8. Het hof verbindt aan hetgeen hierboven is vastgesteld de gevolgtrekking dat op basis van de gegevens in het dossier niet op een voldoende betrouwbare wijze kan worden vastgesteld dat de gedraging is verricht. De inleidende beschikking kan niet in stand blijven. Het hof zal daarom beslissen als hierna vermeld.
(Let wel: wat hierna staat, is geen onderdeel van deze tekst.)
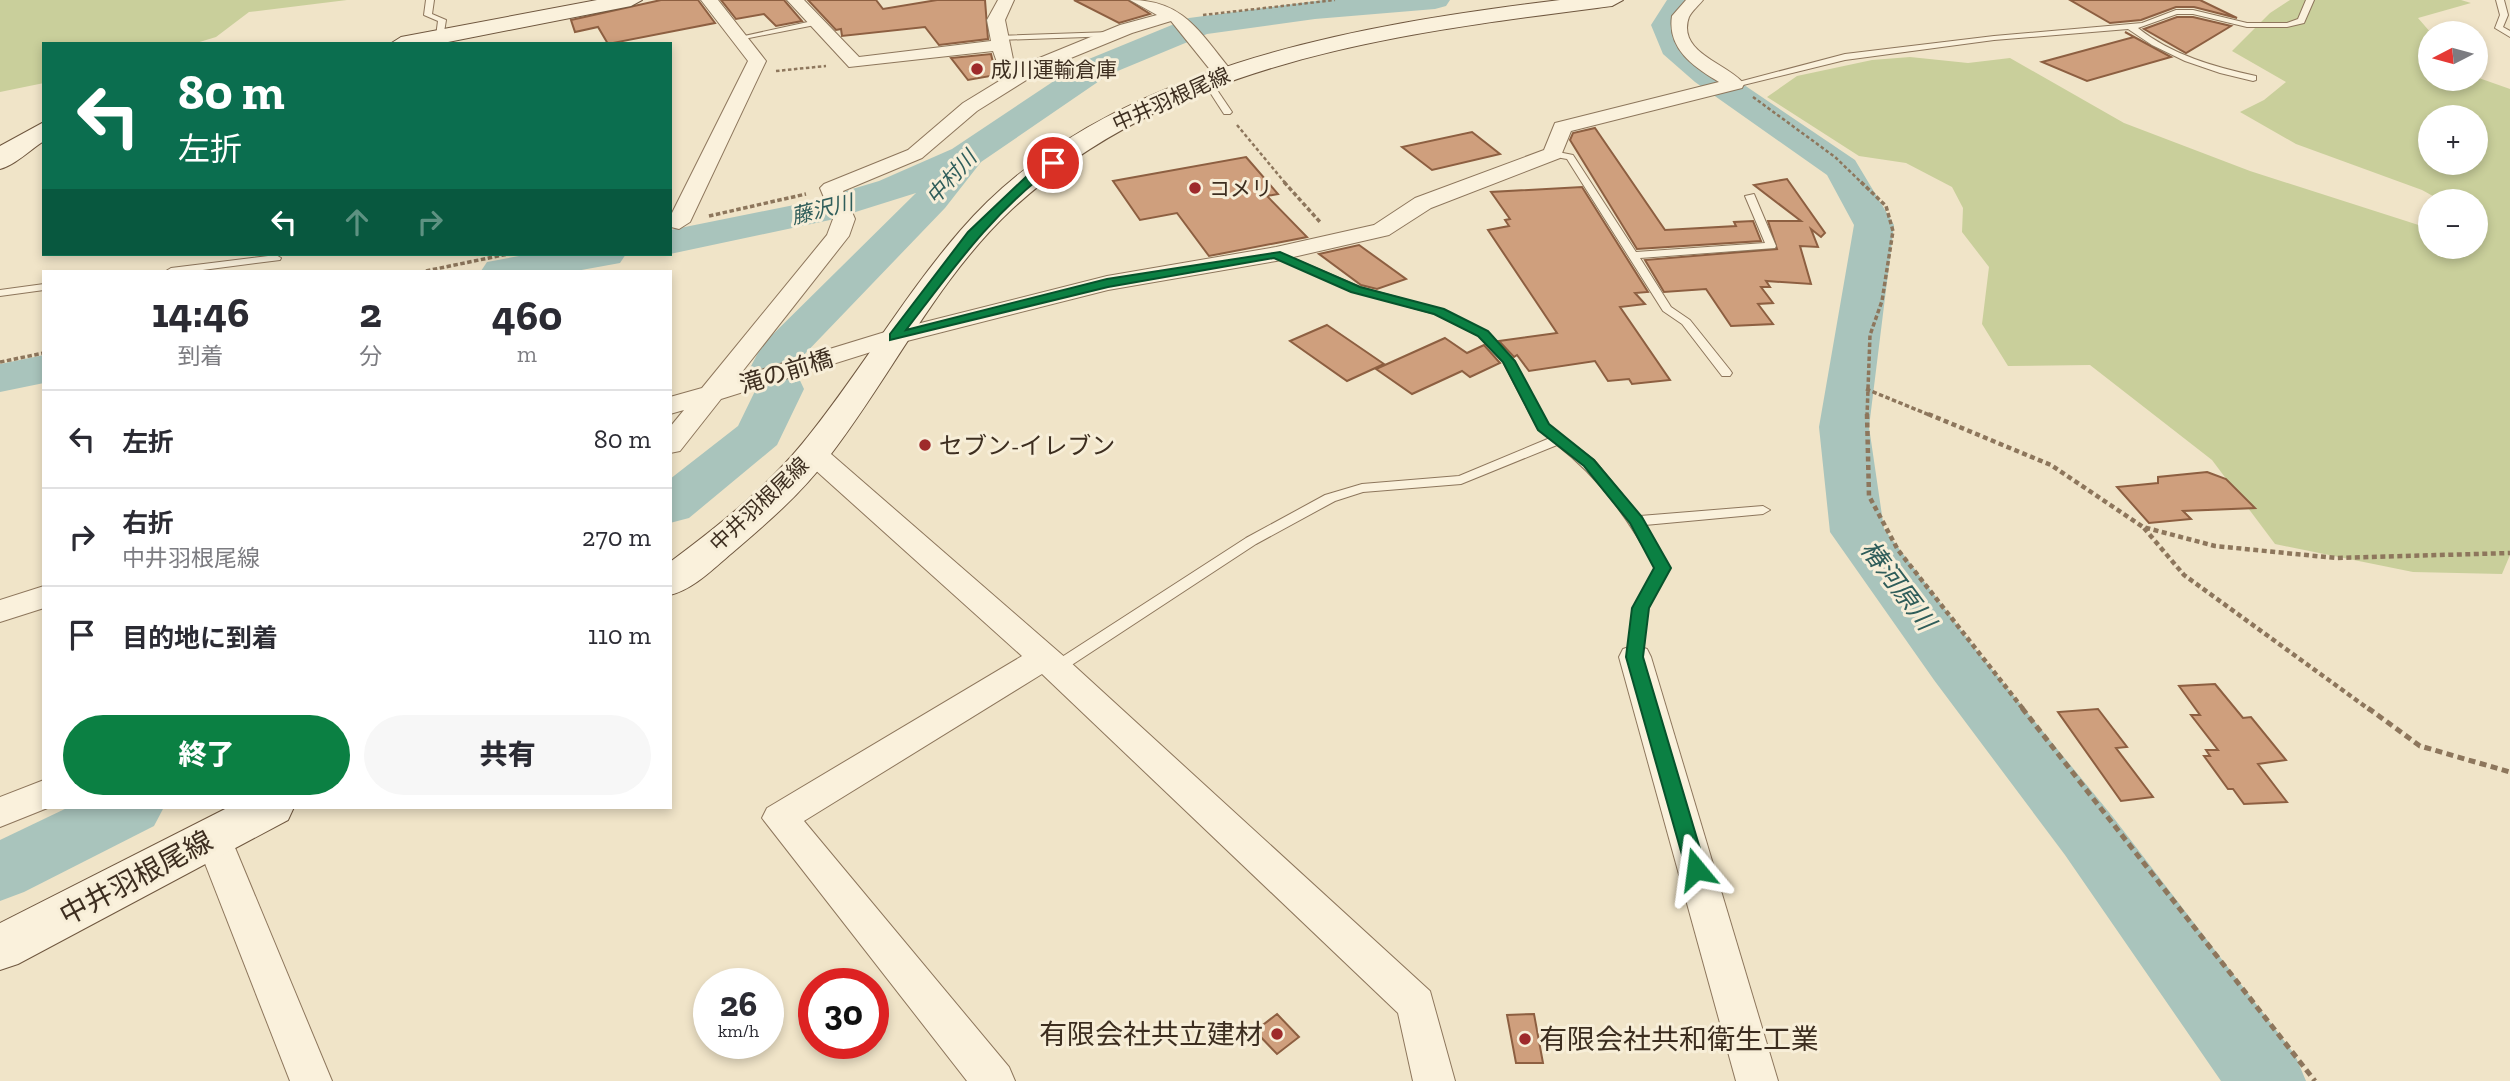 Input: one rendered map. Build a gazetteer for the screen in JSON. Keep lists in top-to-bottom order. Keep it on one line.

9. Het hof acht termen aanwezig om een proceskostenvergoeding toe te kennen voor de reiskosten die de betrokkene heeft gemaakt voor het bijwonen van de zitting in hoger beroep
.Ingevolge artikel 2, eerste lid, onder c, van het Besluit proceskosten bestuursrecht worden reiskosten vergoed overeenkomstig artikel 11, eerste lid, onderdeel d, van het Besluit tarieven in strafzaken 2003. Ingevolge die bepaling wordt een tarief vergoed waarvan de hoogte gelijk is aan de reiskosten per openbaar middel van vervoer, laagste klasse. Dit komt neer op een bedrag van € 55,42 (Bergen op Zoom - Leeuwarden v.v.).

Beslissing

Het gerechtshof:
vernietigt de beslissing van de kantonrechter;
verklaart het beroep gegrond;
vernietigt de beslissing van de officier van justitie, alsmede de beschikking waarbij onder voormeld CJIB-nummer de administratieve sanctie is opgelegd;
bepaalt dat hetgeen door de betrokkene op de voet van artikel 11 van de Wahv tot zekerheid is gesteld door de advocaat-generaal wordt gerestitueerd;
veroordeelt de advocaat-generaal tot het vergoeden van de proceskosten van de betrokkene, ter hoogte van € 55,42.
Dit arrest is gewezen door mr. Van Schuijlenburg, in tegenwoordigheid van mr. Van der Zee-Venema als griffier en op een openbare zitting uitgesproken.